Purpose of review: Compelling evidence obtained from studies over the last decade strongly suggests the involvement of immune system regulation in cell fate decisions in glia and retinal ganglion cells that lead to glaucomatous optic nerve degeneration.
Recent findings: Recent studies reveal seemingly conflicting roles of the immune system in glaucomatous optic nerve degeneration. T cells directed against specific antigens may have a beneficial effect to protect neurons from the consequences of axonal injury. However, the immune response in glaucoma also has the capacity to cause neuronal injury. The balance between the benefit of protective immunity and the risk of inducing an autoimmune neurodegenerative disease is critical. The immunoregulatory function of glial cells and the presence of tissue stress seem to be important factors that determine the balance between diverse roles of the immune system in glaucomatous optic nerve degeneration. Thus, the net effect of immunoregulation may be either neuroprotective or neurodestructive.

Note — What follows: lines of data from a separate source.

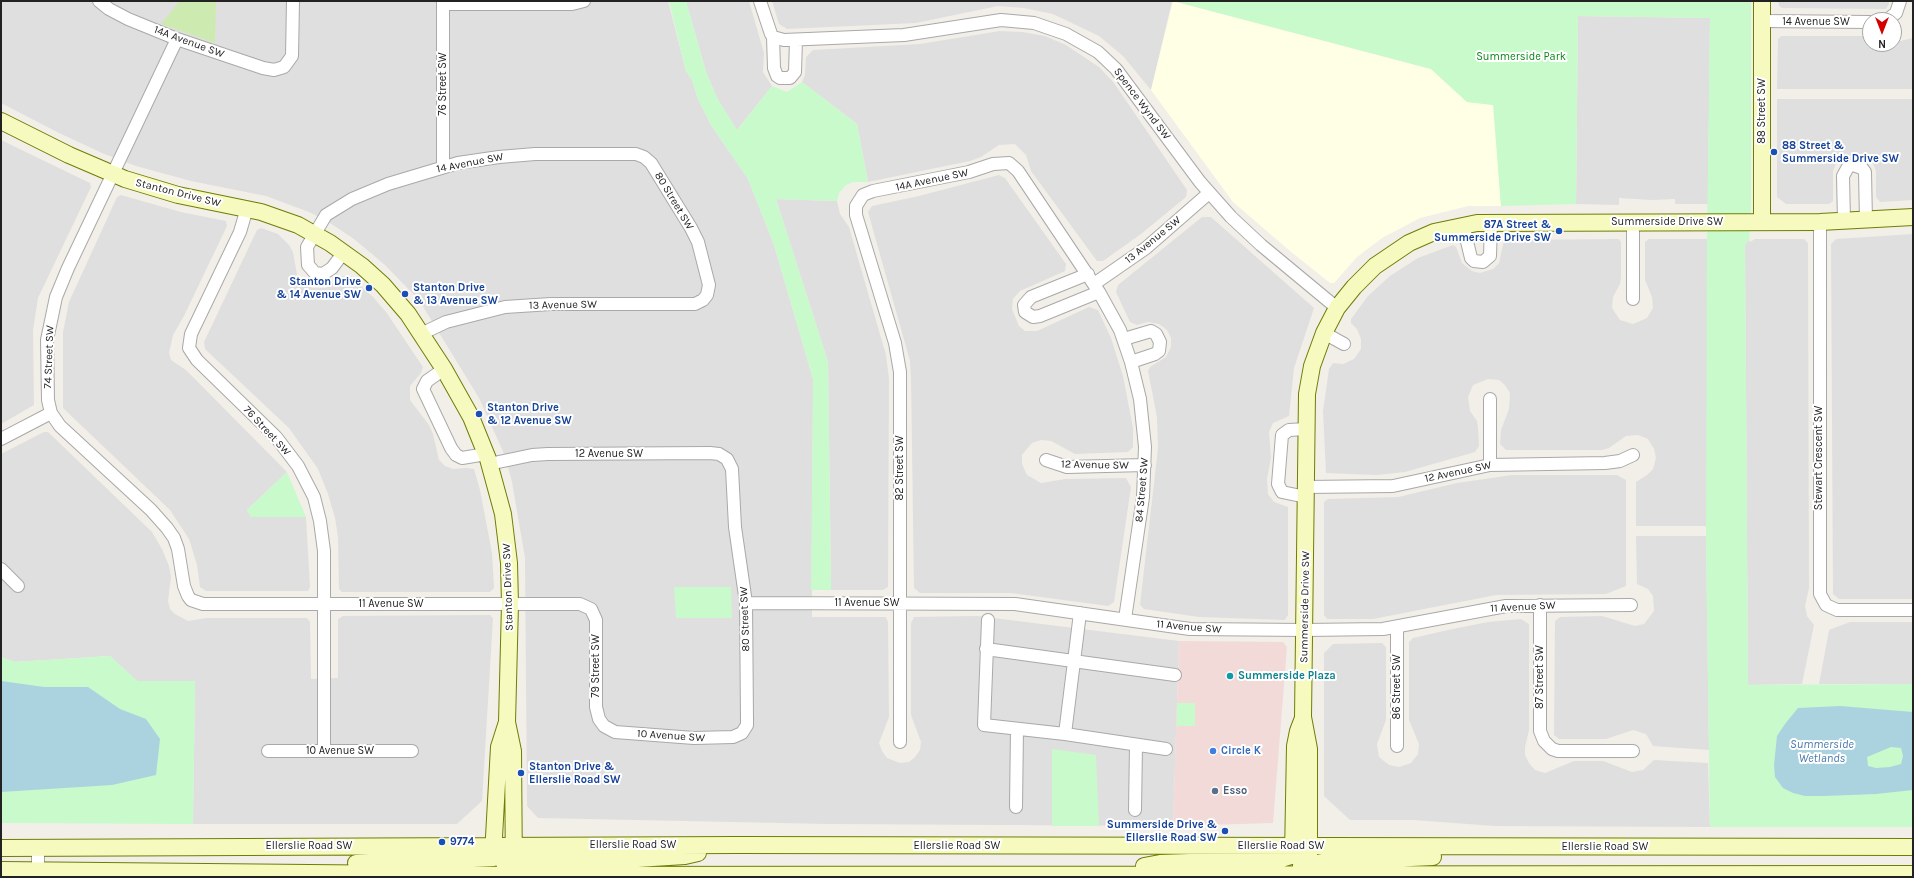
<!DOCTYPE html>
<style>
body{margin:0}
#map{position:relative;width:1914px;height:878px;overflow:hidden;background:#f2efe9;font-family:Karla,sans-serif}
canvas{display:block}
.frame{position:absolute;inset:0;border:2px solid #222;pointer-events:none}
.north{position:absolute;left:1862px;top:12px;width:40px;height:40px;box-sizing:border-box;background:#fff;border:1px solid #a7a7a7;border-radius:50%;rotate:180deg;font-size:11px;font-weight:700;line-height:16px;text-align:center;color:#222}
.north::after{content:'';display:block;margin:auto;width:14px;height:18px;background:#d40000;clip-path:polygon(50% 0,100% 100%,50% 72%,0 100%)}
</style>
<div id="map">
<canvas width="1914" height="878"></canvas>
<div class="frame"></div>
<div class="north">N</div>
</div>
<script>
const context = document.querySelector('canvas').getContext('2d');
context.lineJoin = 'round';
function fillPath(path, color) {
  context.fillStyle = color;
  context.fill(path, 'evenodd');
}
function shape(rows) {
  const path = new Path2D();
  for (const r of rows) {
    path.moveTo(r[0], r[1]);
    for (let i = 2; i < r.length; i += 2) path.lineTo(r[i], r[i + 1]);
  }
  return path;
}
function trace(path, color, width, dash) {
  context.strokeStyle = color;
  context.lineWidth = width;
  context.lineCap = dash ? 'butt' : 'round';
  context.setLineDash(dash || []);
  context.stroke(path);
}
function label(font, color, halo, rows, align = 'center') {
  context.font = font + ' Karla,sans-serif';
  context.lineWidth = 4;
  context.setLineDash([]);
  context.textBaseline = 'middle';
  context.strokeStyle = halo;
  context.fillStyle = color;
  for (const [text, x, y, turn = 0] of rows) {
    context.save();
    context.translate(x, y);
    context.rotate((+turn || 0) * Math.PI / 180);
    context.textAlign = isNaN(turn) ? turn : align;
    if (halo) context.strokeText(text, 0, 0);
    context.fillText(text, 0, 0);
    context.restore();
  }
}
fillPath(shape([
 [1,1,668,1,686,71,692,80,698,99,711,125,748,179,774,245,813,379,812,617,886,617,888,622,889,717,879,743,882,751,887,758,900,763,909,762,915,757,920,750,921,742,911,715,911,623,914,617,977,616,1179,641,1173,826,829,824,538,818,527,806,525,558,512,482,505,456,479,398,419,300,385,265,354,239,327,221,309,212,266,196,191,181,136,166,102,153,59,133,1,103],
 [686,1,749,1,764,53,763,72,772,86,737,130,717,98,706,72],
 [772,1,1172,1,1151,90,1123,56,1099,36,1053,14,1024,8,998,6,916,23,787,29,779,24],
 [1778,1,1889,1,1889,4,1886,9,1782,8,1779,6],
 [1578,16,1710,18,1708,204,1675,204,1675,199,1652,200,1619,198,1619,205,1576,204],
 [1000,31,1022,32,1045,36,1066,45,1099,67,1114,83,1187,190,1186,197,1141,234,1103,261,1097,261,1031,171,1026,155,1015,144,999,145,981,157,970,161,868,182,857,124,802,82,805,75,806,57,813,50,920,44],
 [1781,36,1870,36,1870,44,1894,44,1894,40,1900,41,1913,38,1913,89,1777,89,1778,39],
 [1777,99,1913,99,1913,200,1880,202,1876,197,1876,171,1873,164,1868,158,1854,155,1841,159,1836,164,1833,171,1833,201,1829,204,1786,204,1777,197],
 [1,140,90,183,91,187,38,298,33,330,34,405,1,424],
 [999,175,1005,178,1066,264,1065,271,1020,291,1013,299,1012,309,1019,326,1025,331,1037,331,1089,307,1098,310,1111,338,1123,376,1133,428,1133,447,1128,452,1075,454,1051,441,1041,440,1032,443,1022,455,1022,464,1027,475,1041,483,1065,479,1126,478,1131,487,1114,602,1108,606,1011,593,920,593,914,588,911,378,910,361,868,212,872,206,919,196],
 [121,195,181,212,226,221,227,226,184,316,173,335,169,353,171,360,186,370,287,472,247,510,251,517,306,517,310,587,308,591,206,591,200,587,197,565,189,539,170,510,63,408,63,332,69,302,117,197],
 [776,199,837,201,840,214,849,227,886,355,889,379,888,587,883,590,831,590,828,362],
 [1202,217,1211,217,1314,308,1294,368,1289,416,1273,423,1269,432,1271,458,1267,479,1268,494,1274,502,1288,507,1288,615,1285,620,1199,617,1144,609,1140,605,1158,448,1157,417,1148,371,1150,367,1166,357,1171,347,1171,338,1167,330,1159,324,1148,322,1137,325,1130,322,1116,292,1118,285],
 [261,228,278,234,289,245,293,252,297,275,305,285,313,288,326,288,341,276,351,277,373,297,386,312,423,367,421,373,410,386,410,400,429,425,433,434,439,460,445,466,453,469,466,468,474,469,480,490,492,553,494,588,490,592,342,592,339,589,338,537,335,518,328,494,318,469,289,428,205,349,204,342,257,230],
 [1913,234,1913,599,1839,599,1833,594,1831,244,1836,239],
 [1619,239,1621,242,1621,277,1620,284,1613,297,1612,308,1620,320,1633,324,1647,318,1653,308,1652,297,1645,280,1645,242,1649,239,1707,239,1707,526,1636,526,1636,482,1647,475,1653,469,1656,458,1654,449,1648,439,1638,435,1626,436,1609,448,1602,450,1506,450,1500,444,1501,430,1509,409,1510,393,1505,385,1499,380,1488,379,1473,385,1468,397,1470,411,1477,421,1478,428,1479,446,1475,452,1405,472,1377,475,1326,473,1323,411,1329,369,1333,363,1343,364,1354,359,1361,349,1361,339,1357,329,1351,323,1351,319,1368,296,1390,276,1418,258,1453,245,1456,247,1462,263,1472,271,1480,273,1493,269,1499,263,1504,240],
 [1749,239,1750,242,1755,239,1804,239,1808,243,1809,588,1805,606,1807,616,1814,625,1802,684,1748,685,1745,245],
 [44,432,48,432,152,532,162,549,169,566,171,577,168,601,170,609,175,614,188,621,206,618,307,618,310,622,311,679,338,678,338,619,343,616,490,615,493,618,482,801,457,824,193,824,195,681,137,681,110,656,15,662,1,657,1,454],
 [1512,475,1617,475,1626,480,1626,586,1606,594,1496,595,1373,619,1327,619,1324,615,1324,502,1328,499,1398,497,1457,483],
 [1636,536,1706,536,1709,750,1653,746,1646,734,1633,730,1606,739,1559,739,1554,735,1555,621,1560,617,1602,616,1635,626,1644,624,1654,611,1653,596,1648,589,1637,584],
 [1521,619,1529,624,1529,730,1525,747,1525,755,1529,763,1535,770,1545,773,1574,761,1603,761,1632,772,1643,770,1654,760,1708,763,1710,827,1495,826,1413,820,1350,820,1324,796,1324,653,1333,644,1382,643,1386,647,1386,720,1377,744,1379,757,1389,765,1399,767,1411,763,1418,754,1419,744,1409,720,1409,642,1413,638,1448,630,1488,622],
 [1850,622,1913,622,1913,684,1819,684,1829,630]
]), '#e0dfdf');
fillPath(shape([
 [1179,641,1283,642,1287,647,1273,823,1173,826]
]), '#f2dad9');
fillPath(shape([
 [1173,1,1431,69,1467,102,1494,105,1501,206,1468,206,1420,218,1382,238,1357,257,1334,283,1330,283,1290,251,1233,202,1151,90]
]), '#ffffe5');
fillPath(shape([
 [180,1,216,1,215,43,161,24]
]), '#cdebb0');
fillPath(shape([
 [669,1,686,1,706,72,717,98,737,130,772,86,787,92,802,82,857,124,868,182,853,182,846,185,839,193,837,201,776,199,828,362,831,590,811,590,813,379,774,245,748,179,711,125,698,99,692,80,686,71],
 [1173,1,1751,1,1751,204,1749,242,1748,240,1745,245,1748,685,1913,684,1913,827,1710,827,1706,536,1707,239,1710,18,1578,16,1576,204,1501,206,1493,105,1467,102,1431,69],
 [287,472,306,517,251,517,247,510],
 [674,587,731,587,732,618,676,618],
 [110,656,137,681,195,681,193,824,1,823,1,657,15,662],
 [1177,703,1195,703,1195,726,1177,726],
 [1052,749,1096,755,1099,826,1052,826]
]), '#c8facc');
fillPath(shape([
 [1,681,44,687,88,687,120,709,146,719,160,739,156,775,112,785,1,792],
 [1840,706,1913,712,1913,790,1876,794,1824,796,1805,796,1793,793,1783,788,1775,777,1774,765,1777,736,1785,724,1798,708],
 [1891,747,1901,748,1903,756,1901,764,1890,767,1876,768,1868,766,1867,757]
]), '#aad3df');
const street = shape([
 [99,1,109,9,128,19,177,39,263,68,274,70,284,67,292,56,293,1],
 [443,1,443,167],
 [760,1,771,34,773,37,784,40,904,35,1001,20,1034,23,1066,34,1098,52,1116,69,1200,182,1231,217,1261,245,1337,308],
 [443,4,572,4,584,1],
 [1887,20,1896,13,1900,1],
 [1762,21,1870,22],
 [773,37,774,68,777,76,780,78,790,78,795,72,796,40],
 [177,39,68,268,56,297,47,340,48,400,51,413,60,426,151,510,167,528,174,538,178,549,184,586,188,596,191,600,203,604,580,604,591,609,596,620,596,707,599,719,604,726,615,732,694,738,733,737,742,733,747,725,747,719,746,603,735,527,732,469,727,459,719,454,710,453,548,454,532,455,489,464],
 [247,208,240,232,191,334,189,348,197,360,276,437,298,466,314,497,320,521,324,551,324,751],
 [1844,221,1843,176,1848,167,1853,165,1862,168,1865,172,1866,221],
 [1633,222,1633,299],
 [1820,222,1820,594,1826,605,1837,610,1913,610],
 [1463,225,1471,258,1474,261,1483,262,1490,256,1491,222],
 [344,252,332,268,323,274,315,273,308,265,307,247,326,215,352,199,388,184,458,163,499,157,535,154,636,154,644,157,651,163,691,228,698,242,709,285,707,295,703,300,695,304,551,304,505,307,446,322,421,334],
 [1088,274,1031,297,1024,305,1025,312,1033,317,1040,316,1099,292],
 [1094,284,1146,248,1209,193],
 [1324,333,1344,344],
 [1124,339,1151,331,1156,334,1160,342,1159,351,1155,354,1131,362],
 [444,369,427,381,423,389,451,448,456,455,462,458,486,454],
 [1490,399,1490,465],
 [1306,429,1289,430,1282,435,1278,484,1282,492,1306,497],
 [1,439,51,413],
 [1046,460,1067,467,1145,465],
 [1306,487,1393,486,1490,465,1605,463,1620,461,1633,455],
 [1,569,18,586],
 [746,603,1015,604,1190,629,1305,630,1383,629,1506,606,1631,605],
 [1540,605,1540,731,1544,741,1552,749,1558,751,1633,751],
 [988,620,984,725,1065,734,1166,749],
 [1397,627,1397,746],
 [986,649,1175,675],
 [1065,734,1080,613],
 [900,742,900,372,895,343,856,215,856,206,863,195,873,191,969,172,993,164,1009,163,1018,171,1099,292,1120,330,1131,362,1140,399,1145,447,1143,497,1125,619],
 [268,751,412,751],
 [1016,807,1017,729],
 [1135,810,1136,745],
 [38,848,38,877]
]);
const secondary = shape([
 [1762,1,1762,221],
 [1,121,69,155,125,179,178,195,261,212,298,225,330,243,362,266,383,285,408,314,444,369,471,417,488,459,503,514,509,563,510,604,507,722,513,751,514,877],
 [1,848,737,845,1913,847],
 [493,855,499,747,507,722],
 [1293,856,1295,746,1298,731,1303,718],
 [356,863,493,858,500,856,513,847],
 [504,863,514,860,636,859,685,856,698,853],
 [1144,866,1160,863,1281,859,1297,854,1305,849],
 [1301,866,1322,862,1433,857],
 [1,870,514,875,1913,874],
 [1309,873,1309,749,1303,717,1307,394,1312,366,1324,333,1337,308,1354,287,1375,266,1409,243,1434,232,1477,223,1820,222,1913,217]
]);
trace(street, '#a9a9a9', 14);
trace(secondary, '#707d05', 18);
trace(street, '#fff', 12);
trace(secondary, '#f7fabf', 16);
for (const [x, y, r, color] of [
 [1774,152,4,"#1a4fb4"],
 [1559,231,4,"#1a4fb4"],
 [369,288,4,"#1a4fb4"],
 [405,294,4,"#1a4fb4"],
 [479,414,4,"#1a4fb4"],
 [1230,676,4,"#0f9aa8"],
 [1213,751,4,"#3f7fe0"],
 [521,773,4,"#1a4fb4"],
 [1215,791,4,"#5c6f8a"],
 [1225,831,4,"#1a4fb4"],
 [442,842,4,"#1a4fb4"]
]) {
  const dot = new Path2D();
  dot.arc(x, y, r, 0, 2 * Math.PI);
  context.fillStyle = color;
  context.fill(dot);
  trace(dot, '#fff', 1.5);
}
label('11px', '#222', '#fff', [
 ["14 Avenue SW",1816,22],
 ["14A Avenue SW",189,42,20],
 ["76 Street SW",443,84,-90],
 ["Spence Wynd SW",1142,104,53],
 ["88 Street SW",1762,111,-90],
 ["14 Avenue SW",470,163,-11],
 ["14A Avenue SW",932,180,-12],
 ["Stanton Drive SW",178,193,14],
 ["80 Street SW",674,201,59],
 ["Summerside Drive SW",1667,222],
 ["13 Avenue SW",1153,240,-39],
 ["13 Avenue SW",563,305,-1],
 ["74 Street SW",49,357,-88],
 ["76 Street SW",267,431,47],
 ["12 Avenue SW",609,454],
 ["Stewart Crescent SW",1819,458,-90],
 ["12 Avenue SW",1095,465,1],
 ["82 Street SW",900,468,-90],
 ["12 Avenue SW",1458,472,-12],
 ["84 Street SW",1142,490,-85],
 ["Stanton Drive SW",508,587,-92],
 ["11 Avenue SW",867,603],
 ["11 Avenue SW",391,604],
 ["Summerside Drive SW",1305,607,-89],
 ["11 Avenue SW",1523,607,-3],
 ["80 Street SW",745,619,-92],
 ["11 Avenue SW",1189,627,5],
 ["79 Street SW",596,666,-90],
 ["87 Street SW",1540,677,-90],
 ["86 Street SW",1397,687,-90],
 ["10 Avenue SW",671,736,4],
 ["10 Avenue SW",340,751],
 ["Ellerslie Road SW",633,845],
 ["Ellerslie Road SW",309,846],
 ["Ellerslie Road SW",957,846],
 ["Ellerslie Road SW",1281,846],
 ["Ellerslie Road SW",1605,847]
]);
label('11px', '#0c8416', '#fff', [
 ["Summerside Park",1521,57]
]);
label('bold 11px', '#164399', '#fff', [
 ["88 Street &",1782,146],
 ["Summerside Drive SW",1782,159],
 ["87A Street &",1551,225,"right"],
 ["Summerside Drive SW",1551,238,"right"],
 ["Stanton Drive",361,282,"right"],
 ["& 14 Avenue SW",361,295,"right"],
 ["Stanton Drive",413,288],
 ["& 13 Avenue SW",413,301],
 ["Stanton Drive",487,408],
 ["& 12 Avenue SW",487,421],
 ["Stanton Drive &",529,767],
 ["Ellerslie Road SW",529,780],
 ["Summerside Drive &",1217,825,"right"],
 ["Ellerslie Road SW",1217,838,"right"],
 ["9774",450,842]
], 'left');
label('bold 11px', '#0d838f', '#fff', [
 ["Summerside Plaza",1238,676]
], 'left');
label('bold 11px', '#366cbe', '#fff', [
 ["Circle K",1221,751]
], 'left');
label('bold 11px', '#4e5e75', '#fff', [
 ["Esso",1223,791]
], 'left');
label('italic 12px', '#4a7aab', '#fff', [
 ["Summerside",1822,745],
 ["Wetlands",1822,759]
]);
</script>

Summary: Despite the neuroprotective features of the immune system, an autoimmune component, resulting from a failure to properly control aberrant, stress-induced immune response, likely accompanies the progression of neurodegeneration in glaucoma in some patients. A better understanding of the diverse roles of the immune system in all forms of glaucomatous optic nerve degeneration will facilitate the development of effective neuroprotective strategies in glaucoma. The basis of a sustainable neuroprotective strategy is to harness immunoregulation of glial and retinal ganglion cell fate to maximize beneficial effects, while minimizing negative sequelae, for therapeutic gain.